Соперничающие фракции понимали, что им следует заняться обучением пропагандистов. Это привело к созданию партийных школ. Надо было набрать кадры, ознакомить их с учением, а затем направить в Россию для ведения пропаганды. Инициатива исходила от «богоискателей». Воспользовавшись гостеприимством Горького, на волшебном острове Капри тринадцать членов партии из России (среди них, как всегда, находился полицейский агент) обучались революционной деятельности, марксистской диалектике с легкой примесью «богоискательства». Организаторы обучения, Богданов и Горький, одним из лекторов пригласили Ленина. Это было новым оскорблением. Он должен будет играть вторую скрипку при Луначарском и компании, оказаться в окружении «богоискателей», ультиматистов и им подобных. Ленин написал студентам, что не может приехать на Капри, у него нет денег на путешествия. Не заедут ли они в Париж по пути домой? Там он мог бы прочитать им лекции и даже привлечь некоторых настоящих марксистов для проведения занятий. Школьная программа, писал Ленин, наполняет его тревогой. Что же касается «курса» под названием «Философия пролетарской борьбы», так это полная ерунда.[188]
Перетягиваемые то туда, то сюда соревнующимися знаменитостями, студенты сами разделились на «ленинцев» и «впередовцев». Левые обосновались в Париже.
Не сломленные неудачей и арестами тех, кто, закончив курс, вернулся в Россию, «впередовцы» на следующий год организовали другую школу в Болонье. Рабочие комитеты в России выдвинули представителей для прохождения учебы в этой школе. У четырех студентов с Урала была особая причина оказаться под солнечным небом Италии: они недавно были задействованы в экспроприации, а проще говоря, занимались вооруженными грабежами. Платой за обучение являлись, если так можно выразиться, плоды их деятельности. Организаторы в очередной раз довели Ленина до бешенства. Не смог бы он приехать и прочитать лекции? Среди приглашенных было несколько меньшевиков и Троцкий. Это было уж чересчур. С трудом сдерживаясь, Ленин грубо заявил, что школа финансируется частично благодаря награбленному, а частично из тех денег, которые Богданов незаконно утаил от «настоящих» большевиков.

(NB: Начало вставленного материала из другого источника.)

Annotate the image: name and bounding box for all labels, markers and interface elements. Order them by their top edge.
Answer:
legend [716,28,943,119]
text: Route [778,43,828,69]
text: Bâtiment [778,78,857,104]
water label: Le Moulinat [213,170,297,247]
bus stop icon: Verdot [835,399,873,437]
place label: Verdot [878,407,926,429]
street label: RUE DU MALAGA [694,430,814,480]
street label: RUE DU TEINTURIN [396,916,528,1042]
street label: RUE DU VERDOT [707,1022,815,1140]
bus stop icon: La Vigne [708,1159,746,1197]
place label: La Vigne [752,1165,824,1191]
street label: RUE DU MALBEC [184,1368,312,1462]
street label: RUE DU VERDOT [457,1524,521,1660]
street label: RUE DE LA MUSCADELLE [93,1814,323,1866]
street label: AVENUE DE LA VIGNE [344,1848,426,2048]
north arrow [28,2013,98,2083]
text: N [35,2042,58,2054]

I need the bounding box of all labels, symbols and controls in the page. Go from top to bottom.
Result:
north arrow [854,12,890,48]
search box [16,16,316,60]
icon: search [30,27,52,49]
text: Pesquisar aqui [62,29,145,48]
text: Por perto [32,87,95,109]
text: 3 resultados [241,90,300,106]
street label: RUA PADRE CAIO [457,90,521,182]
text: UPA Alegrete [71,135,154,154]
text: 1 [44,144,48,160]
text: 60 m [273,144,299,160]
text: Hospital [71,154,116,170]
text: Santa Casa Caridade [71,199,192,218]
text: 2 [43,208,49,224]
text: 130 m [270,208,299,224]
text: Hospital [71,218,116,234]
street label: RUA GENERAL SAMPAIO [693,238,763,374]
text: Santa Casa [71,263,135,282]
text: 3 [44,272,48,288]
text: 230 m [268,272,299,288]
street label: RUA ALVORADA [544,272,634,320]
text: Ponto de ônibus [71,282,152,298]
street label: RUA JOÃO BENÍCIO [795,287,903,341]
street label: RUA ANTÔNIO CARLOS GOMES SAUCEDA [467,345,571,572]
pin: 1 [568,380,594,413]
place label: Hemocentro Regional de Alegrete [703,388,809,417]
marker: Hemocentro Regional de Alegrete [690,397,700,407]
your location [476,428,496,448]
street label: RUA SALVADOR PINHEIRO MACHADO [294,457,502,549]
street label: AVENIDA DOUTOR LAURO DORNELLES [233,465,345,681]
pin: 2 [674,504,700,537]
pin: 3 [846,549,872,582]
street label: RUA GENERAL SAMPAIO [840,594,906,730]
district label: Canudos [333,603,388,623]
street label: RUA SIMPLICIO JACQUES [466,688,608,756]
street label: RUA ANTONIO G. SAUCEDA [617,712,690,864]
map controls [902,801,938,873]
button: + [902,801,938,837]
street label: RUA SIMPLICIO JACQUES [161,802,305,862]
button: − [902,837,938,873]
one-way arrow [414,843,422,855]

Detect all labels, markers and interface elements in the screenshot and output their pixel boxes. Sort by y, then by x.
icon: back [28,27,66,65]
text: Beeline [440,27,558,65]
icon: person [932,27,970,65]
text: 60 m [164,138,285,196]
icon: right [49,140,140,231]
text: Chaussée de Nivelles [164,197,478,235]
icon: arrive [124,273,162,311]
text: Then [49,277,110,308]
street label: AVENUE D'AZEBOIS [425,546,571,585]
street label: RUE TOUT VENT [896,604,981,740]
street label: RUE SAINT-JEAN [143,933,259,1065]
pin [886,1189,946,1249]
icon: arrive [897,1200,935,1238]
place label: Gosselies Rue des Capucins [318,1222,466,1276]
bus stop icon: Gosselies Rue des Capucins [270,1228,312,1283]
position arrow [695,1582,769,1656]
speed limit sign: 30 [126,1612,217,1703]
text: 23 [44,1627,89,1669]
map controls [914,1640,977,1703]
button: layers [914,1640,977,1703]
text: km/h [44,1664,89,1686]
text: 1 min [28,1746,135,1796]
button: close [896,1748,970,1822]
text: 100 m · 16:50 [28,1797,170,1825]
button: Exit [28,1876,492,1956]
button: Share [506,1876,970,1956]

Болонья как теперь, так и тогда считалась одним из центров радикализма в Италии, и итальянские социалисты радушно приняли у себя русских братьев. Школа представляла собой образцовую русскую коммуну; студенты и преподаватели жили вместе, хотя у преподавателей было больше жизненного пространства. Мадам Богданова царила в кухне, а также вместе с мужем руководила работой школы. Троцкий читал лекции по Толстому, Луначарский по философии. Будущий председатель ОГПУ Менжинский преподавал довольно неожиданный предмет: систему русского судопроизводства. Проводились практические занятия: как организовать заговор, как пользоваться кодом, как опровергать доводы эсеров, анархистов. Советских историков очень забавляло, что меньшевики занимались в этой школе, существующей на награбленные деньги.[189]
Но терпимость организаторов была только кажущейся. Вскоре выяснилось, что некоторые студенты переписываются с Лениным. Скандал! Угрозы со стороны директората и встречные обвинения студентов, что их письма перехватываются. Сторонник Ленина принял приглашение прочесть лекции в Болонье только для того, чтобы сорвать занятия и уговорить студентов приехать в Париж, где они смогут очиститься от «богоискателей», «пролетарской культуры» и тому подобного.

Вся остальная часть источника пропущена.